Data entries:
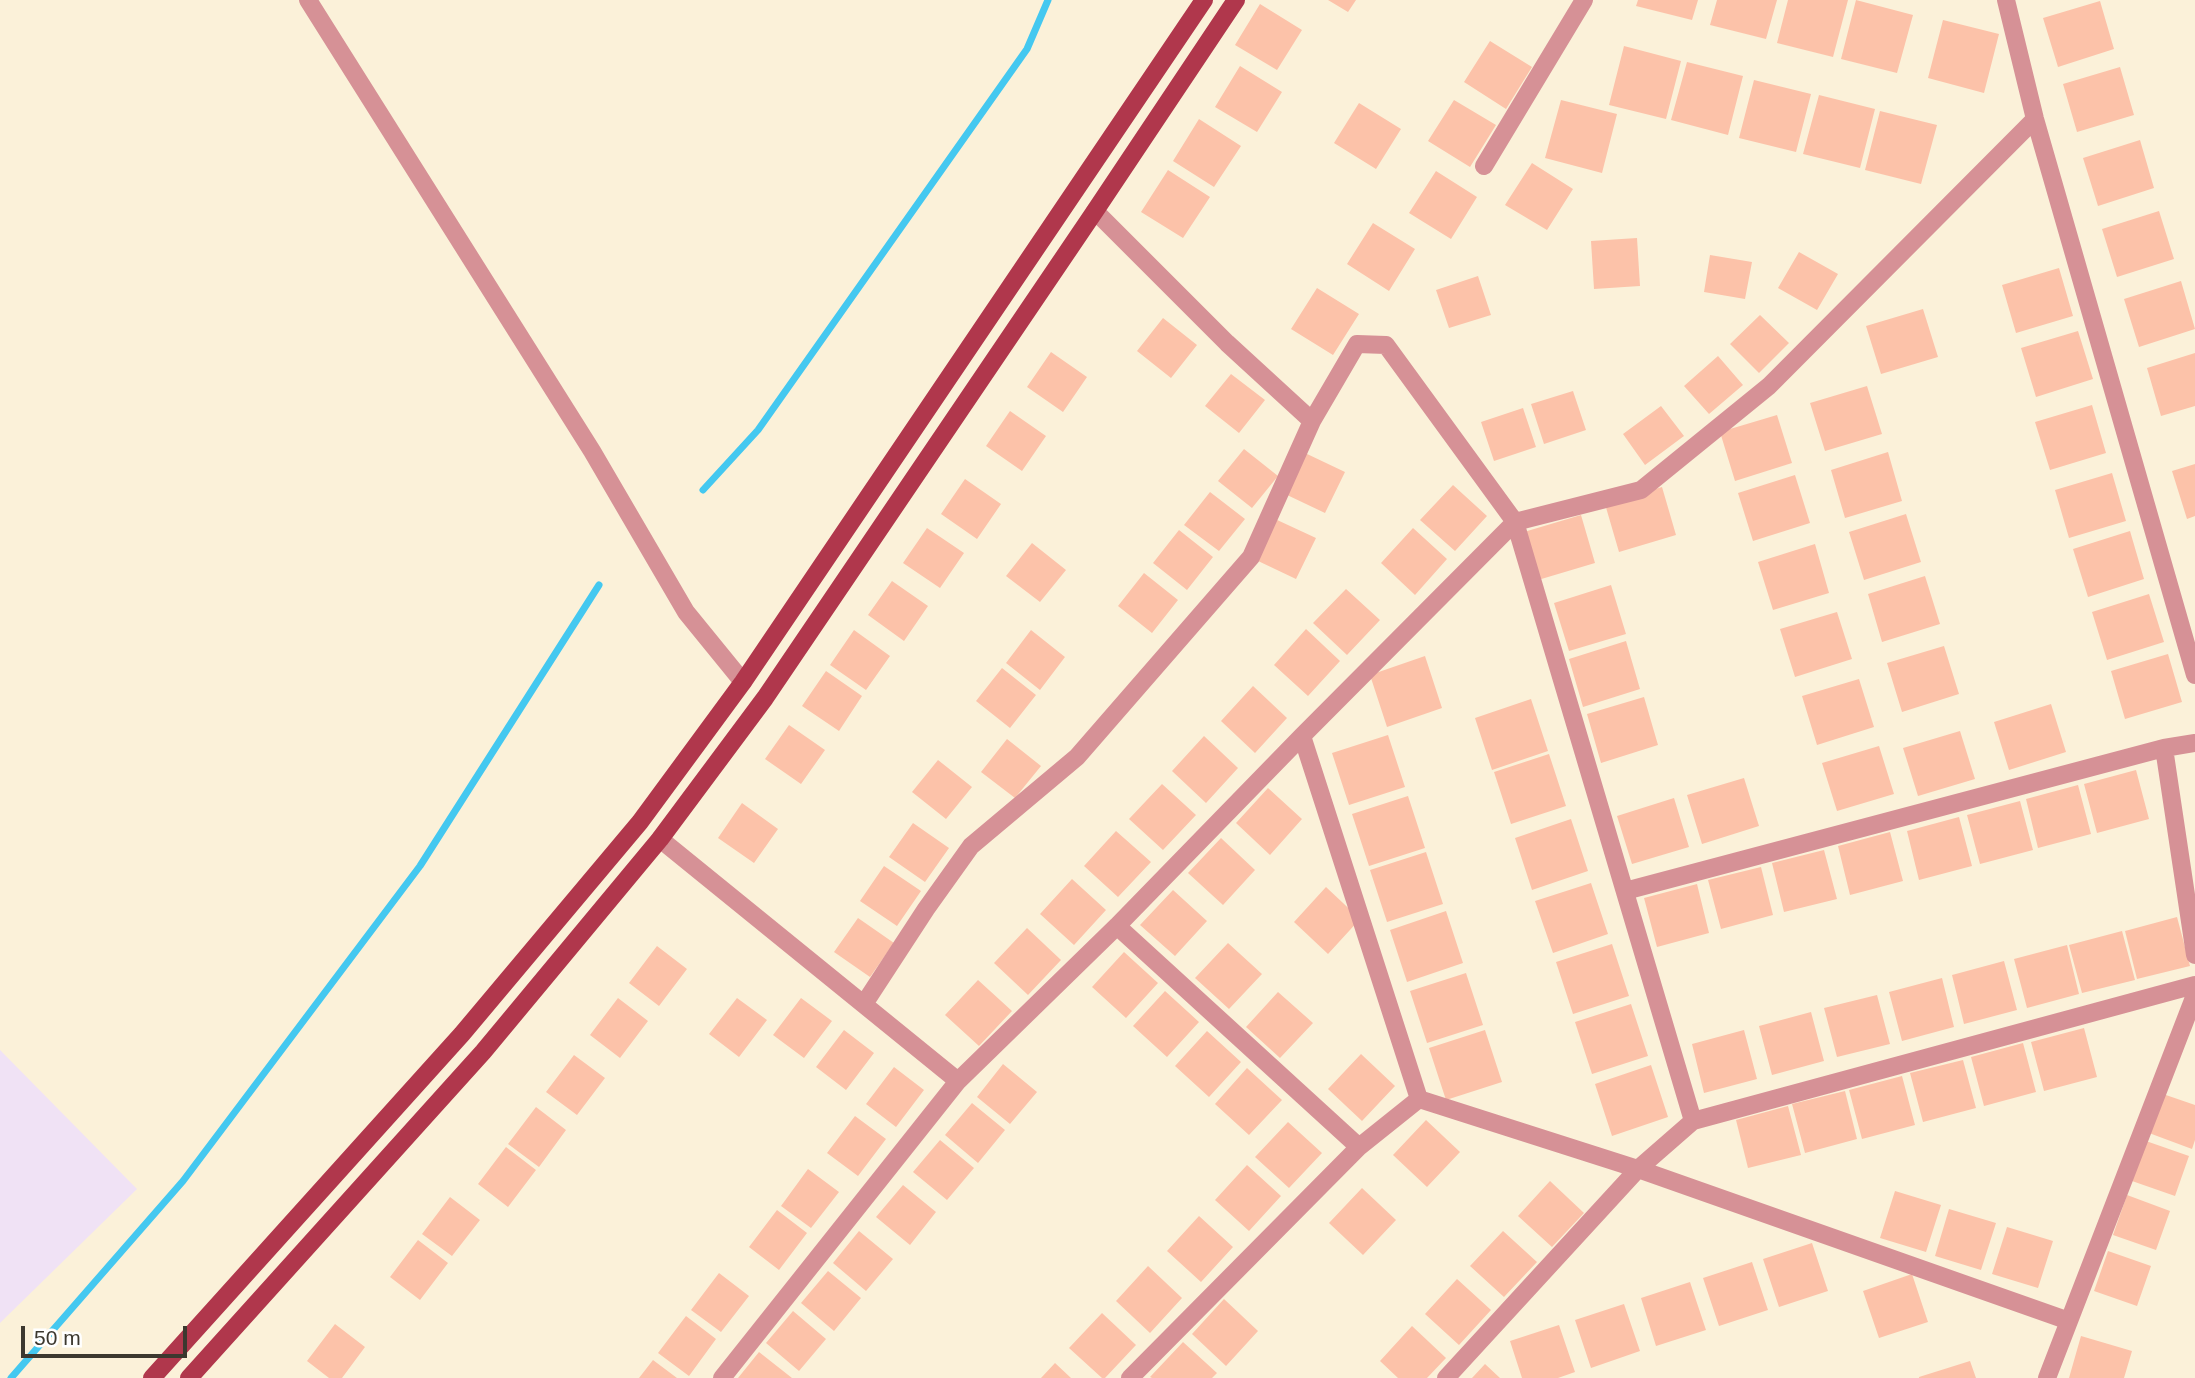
<!DOCTYPE html>
<style>
body{margin:0}
#map{position:relative;width:2195px;height:1378px;overflow:hidden;background:#fbf1d9;font-family:Helvetica,sans-serif}
canvas{display:block}
.scale{position:absolute;left:21px;top:1326px;width:166px;height:32px;box-sizing:border-box;border:4px solid #3c382f;border-top:0;padding-left:9px;font-size:21px;line-height:24px;white-space:nowrap;color:#3c382f;-webkit-text-stroke:5px #fff;paint-order:stroke}
</style>
<div id="map">
<canvas width="2195" height="1378"></canvas>
<div class="scale">50 m</div>
</div>
<script>
const c = document.querySelector('canvas').getContext('2d');
c.lineJoin = 'round';
function fillPath(path, color) { c.fillStyle = color; c.fill(path, 'evenodd'); }
const shape = rows => new Path2D(rows.map(r => 'M' + r).join(''));
function strokePath(path, color, width, dash) { c.strokeStyle = color; c.lineWidth = width; c.lineCap = dash ? 'butt' : 'round'; c.setLineDash(dash || []); c.stroke(path); }
fillPath(shape([
 [0,1050,137,1189,0,1323]
]), '#f0e2f5');
strokePath(shape([
 [703,490,758,430,1027,49,1048,0],
 [11,1378,183,1181,420,866,599,585]
]), '#44c8f0', 7);
fillPath(shape([
 [1328,0,1356,0,1348,12],
 [1638,0,1698,0,1692,20,1636,6],
 [1717,0,1777,0,1766,39,1710,25],
 [1788,0,1848,0,1833,57,1777,43],
 [1856,0,1913,15,1897,73,1841,59],
 [2100,1,2114,49,2058,67,2043,18],
 [1260,4,1302,30,1277,70,1235,45],
 [1943,20,1999,34,1984,93,1928,78],
 [1490,41,1532,67,1506,109,1464,82],
 [1624,46,1681,61,1666,119,1609,105],
 [1687,62,1743,76,1728,135,1671,120],
 [1240,66,1282,92,1257,132,1215,107],
 [2120,67,2134,115,2077,132,2063,84],
 [1754,80,1811,94,1796,152,1739,138],
 [1819,95,1875,109,1860,168,1803,154],
 [1454,100,1496,125,1470,167,1428,141],
 [1561,100,1617,114,1602,173,1545,158],
 [1359,103,1401,129,1376,169,1334,143],
 [1880,111,1937,125,1921,184,1865,170],
 [1199,119,1241,146,1214,187,1173,161],
 [2140,140,2154,188,2098,206,2083,158],
 [1532,163,1573,189,1547,230,1505,205],
 [1168,170,1210,197,1183,238,1141,212],
 [1436,171,1477,197,1451,239,1409,213],
 [2159,211,2174,259,2117,277,2102,229],
 [1373,223,1415,249,1389,291,1347,264],
 [1637,238,1640,286,1594,289,1591,241],
 [1799,252,1838,274,1817,310,1778,288],
 [1710,255,1752,262,1745,299,1704,292],
 [2059,268,2073,316,2016,333,2002,285],
 [1478,276,1491,315,1449,328,1436,290],
 [2181,281,2195,329,2139,347,2124,299],
 [1317,288,1359,314,1333,355,1291,329],
 [1923,309,1938,357,1881,374,1866,326],
 [1760,315,1789,343,1759,373,1730,344],
 [1163,318,1197,345,1171,378,1137,351],
 [2078,331,2093,379,2036,397,2021,348],
 [1051,352,1087,377,1063,412,1027,387],
 [2195,353,2195,406,2161,416,2147,368],
 [1718,356,1743,385,1709,414,1684,386],
 [1231,374,1265,400,1239,433,1205,406],
 [1867,386,1882,434,1825,451,1810,403],
 [1573,391,1586,430,1544,444,1531,404],
 [2092,405,2106,453,2050,470,2035,422],
 [1661,406,1684,436,1645,465,1623,434],
 [1523,408,1536,447,1494,461,1481,422],
 [1010,411,1046,436,1022,471,986,446],
 [1777,415,1792,463,1735,481,1720,432],
 [1244,449,1278,476,1252,508,1218,481],
 [1888,452,1902,501,1845,518,1831,470],
 [1305,453,1345,472,1325,513,1285,494],
 [2195,464,2195,516,2187,519,2172,471],
 [2112,473,2126,521,2069,538,2055,490],
 [1795,475,1810,523,1753,541,1738,493],
 [965,479,1001,504,977,539,941,514],
 [1453,485,1487,516,1455,551,1420,520],
 [1662,487,1676,535,1619,552,1605,504],
 [1210,492,1245,519,1219,551,1184,525],
 [1906,514,1921,562,1864,580,1849,532],
 [1581,515,1595,563,1538,580,1524,532],
 [1275,519,1316,538,1296,579,1256,560],
 [927,528,964,553,940,588,903,563],
 [1413,528,1447,559,1415,595,1381,563],
 [1179,530,1213,557,1187,590,1153,563],
 [2130,531,2144,579,2088,597,2073,549],
 [1032,543,1066,570,1040,602,1006,576],
 [1815,544,1829,593,1773,610,1758,562],
 [1144,573,1178,600,1152,633,1118,606],
 [1925,576,1940,624,1882,642,1868,594],
 [892,581,928,606,904,641,868,615],
 [1611,585,1626,634,1569,651,1554,603],
 [1346,589,1380,620,1347,655,1313,623],
 [2149,594,2164,642,2107,660,2092,612],
 [1837,612,1852,659,1795,677,1780,629],
 [1306,629,1340,661,1308,696,1274,665],
 [854,630,890,656,866,690,830,665],
 [1031,630,1065,657,1040,690,1006,663],
 [1626,641,1640,689,1583,707,1569,659],
 [1944,646,1959,694,1902,712,1887,663],
 [2168,654,2182,702,2125,719,2111,671],
 [1425,656,1442,708,1387,727,1370,675],
 [1002,668,1036,695,1010,728,976,701],
 [826,671,862,696,839,731,802,706],
 [1859,679,1874,727,1817,745,1802,696],
 [1253,686,1287,718,1255,753,1221,721],
 [1644,697,1658,745,1601,763,1587,714],
 [1531,699,1548,751,1492,770,1475,718],
 [2051,704,2066,752,2009,770,1994,722],
 [789,725,825,750,801,784,765,759],
 [1960,731,1975,779,1918,796,1903,748],
 [1388,735,1405,787,1349,805,1332,753],
 [1204,736,1238,768,1206,803,1172,771],
 [1007,739,1041,766,1015,798,981,772],
 [1879,746,1894,794,1837,811,1822,763],
 [1549,754,1566,806,1511,824,1494,772],
 [938,760,972,787,946,819,912,792],
 [2136,770,2149,819,2097,833,2084,784],
 [1744,778,1759,826,1702,844,1687,795],
 [1162,784,1196,815,1163,850,1129,819],
 [2078,785,2091,834,2038,848,2026,799],
 [1268,788,1302,819,1270,855,1236,823],
 [1408,796,1425,848,1369,866,1352,814],
 [1674,798,1689,847,1632,864,1617,816],
 [2020,801,2033,850,1980,864,1967,815],
 [742,803,778,829,754,863,718,838],
 [1959,817,1972,866,1919,880,1907,831],
 [1571,819,1588,871,1532,890,1515,838],
 [913,823,949,848,925,882,889,857],
 [1116,831,1151,862,1118,897,1084,866],
 [1890,832,1903,881,1850,895,1838,846],
 [1221,838,1255,870,1223,905,1188,873],
 [1824,850,1837,899,1784,912,1772,863],
 [1426,852,1443,904,1387,922,1370,870],
 [884,866,921,891,897,926,860,901],
 [1761,867,1773,915,1721,929,1708,880],
 [1072,879,1106,910,1074,945,1040,914],
 [1591,883,1608,934,1553,953,1535,901],
 [1697,884,1709,933,1657,947,1644,898],
 [1326,887,1360,919,1328,954,1294,922],
 [1173,890,1207,921,1175,956,1140,925],
 [1446,911,1463,963,1407,982,1390,930],
 [2177,917,2190,966,2137,979,2125,931],
 [858,918,894,943,870,977,834,952],
 [1027,928,1061,960,1028,995,994,963],
 [2122,931,2135,980,2082,993,2069,945],
 [1228,943,1262,974,1229,1009,1195,978],
 [1612,944,1629,996,1573,1014,1556,962],
 [2067,945,2079,994,2027,1008,2014,959],
 [657,946,687,969,659,1006,629,983],
 [1124,952,1158,983,1126,1018,1092,987],
 [2004,961,2017,1010,1964,1024,1952,975],
 [1466,973,1483,1025,1427,1043,1410,991],
 [1942,978,1954,1027,1902,1041,1889,992],
 [978,980,1012,1011,979,1046,945,1015],
 [1165,991,1199,1022,1167,1057,1133,1026],
 [1278,992,1313,1023,1280,1058,1246,1027],
 [1877,995,1890,1044,1837,1057,1824,1008],
 [618,998,648,1021,620,1058,590,1035],
 [737,998,767,1020,739,1057,709,1034],
 [801,998,832,1021,804,1058,773,1035],
 [1631,1004,1648,1056,1592,1074,1575,1022],
 [1811,1012,1824,1061,1772,1075,1759,1026],
 [2084,1028,2097,1077,2044,1091,2031,1042],
 [844,1030,874,1053,846,1090,816,1067],
 [1485,1030,1502,1082,1446,1100,1429,1048],
 [1744,1030,1757,1079,1704,1093,1692,1044],
 [1207,1031,1241,1062,1209,1097,1175,1066],
 [2023,1043,2036,1092,1984,1106,1971,1057],
 [1361,1054,1395,1086,1362,1121,1328,1089],
 [574,1055,605,1078,577,1115,546,1092],
 [1963,1060,1976,1108,1923,1122,1910,1073],
 [1003,1064,1037,1092,1010,1124,977,1097],
 [1651,1065,1668,1117,1612,1136,1595,1084],
 [894,1067,924,1090,896,1127,866,1104],
 [1247,1068,1282,1100,1249,1135,1215,1104],
 [1902,1076,1915,1125,1862,1139,1849,1090],
 [1845,1091,1857,1139,1805,1153,1792,1104],
 [2163,1094,2195,1105,2195,1140,2192,1149,2149,1133],
 [972,1103,1005,1130,978,1163,945,1135],
 [1788,1106,1801,1155,1748,1168,1736,1120],
 [536,1107,566,1130,539,1167,508,1144],
 [855,1116,886,1139,858,1176,827,1153],
 [1426,1120,1460,1152,1427,1187,1393,1155],
 [1288,1122,1322,1153,1289,1188,1255,1157],
 [940,1140,974,1168,947,1200,913,1172],
 [2146,1141,2189,1156,2175,1196,2132,1181],
 [506,1147,536,1170,508,1207,478,1184],
 [1247,1165,1281,1196,1249,1231,1215,1200],
 [808,1169,839,1192,811,1228,781,1206],
 [1550,1181,1584,1213,1552,1247,1518,1216],
 [903,1185,936,1212,910,1245,876,1217],
 [1362,1188,1396,1220,1363,1255,1329,1223],
 [1895,1191,1941,1205,1926,1252,1880,1238],
 [2127,1195,2170,1211,2156,1250,2113,1235],
 [450,1197,480,1220,452,1256,422,1234],
 [1949,1209,1996,1223,1981,1270,1935,1256],
 [777,1210,807,1233,779,1270,749,1247],
 [1199,1216,1233,1247,1201,1282,1167,1251],
 [2007,1227,2053,1241,2038,1288,1992,1274],
 [859,1231,893,1259,866,1291,833,1263],
 [1503,1231,1537,1262,1504,1297,1470,1266],
 [418,1240,448,1263,420,1300,390,1277],
 [1812,1243,1828,1291,1779,1307,1763,1259],
 [2108,1251,2151,1266,2137,1306,2094,1291],
 [1752,1262,1768,1310,1719,1326,1703,1278],
 [1148,1266,1182,1298,1150,1333,1116,1301],
 [828,1271,861,1298,834,1331,801,1303],
 [719,1273,749,1296,721,1332,691,1310],
 [1912,1274,1928,1322,1879,1338,1863,1291],
 [1457,1279,1491,1310,1459,1345,1425,1314],
 [1690,1282,1706,1330,1656,1346,1641,1298],
 [1224,1299,1258,1331,1226,1366,1192,1334],
 [1624,1304,1640,1351,1591,1368,1575,1320],
 [793,1311,826,1339,799,1371,766,1343],
 [1102,1313,1136,1345,1105,1378,1102,1378,1069,1348],
 [686,1316,716,1339,689,1376,658,1353],
 [335,1324,365,1347,342,1378,329,1378,307,1361],
 [1559,1325,1575,1372,1558,1378,1522,1378,1510,1341],
 [1412,1326,1446,1358,1427,1378,1398,1378,1380,1361],
 [2081,1336,2132,1351,2124,1378,2069,1378],
 [1183,1342,1217,1373,1212,1378,1152,1378,1150,1377],
 [759,1352,792,1378,738,1378],
 [653,1360,677,1378,639,1378],
 [1970,1361,1976,1378,1919,1378,1919,1377],
 [1055,1363,1071,1378,1041,1378],
 [1485,1364,1500,1378,1472,1378]
]), '#fcc2a9');
strokePath(shape([
 [308,0,592,451,686,612,743,682],
 [2006,0,2035,119,2195,675],
 [1484,166,1584,0],
 [1095,211,1227,343,1312,421],
 [1302,736,1419,1099],
 [2164,748,2195,955],
 [660,839,958,1081],
 [1625,891,2164,748,2195,743],
 [1117,926,1359,1147],
 [864,1004,926,909,971,846,1077,757,1251,557,1312,421,1357,344,1386,345,1515,522,1693,1121],
 [1419,1099,1638,1169,2069,1321],
 [722,1378,958,1081,1117,926,1302,736,1515,522,1641,490,1769,386,2035,119],
 [1130,1378,1359,1147,1419,1099],
 [1446,1378,1638,1169,1693,1121,2195,985],
 [2047,1378,2195,995]
]), '#d69196', 18);
strokePath(shape([
 [152,1378,462,1034,640,822,743,682,1204,0],
 [189,1378,483,1052,660,839,765,698,1095,211,1236,0]
]), '#b0374c', 18);
</script>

WORK ORDER: How many lines of the entries above include the word "scale"? Answer with the number only.

EXPECTED ANSWER: 2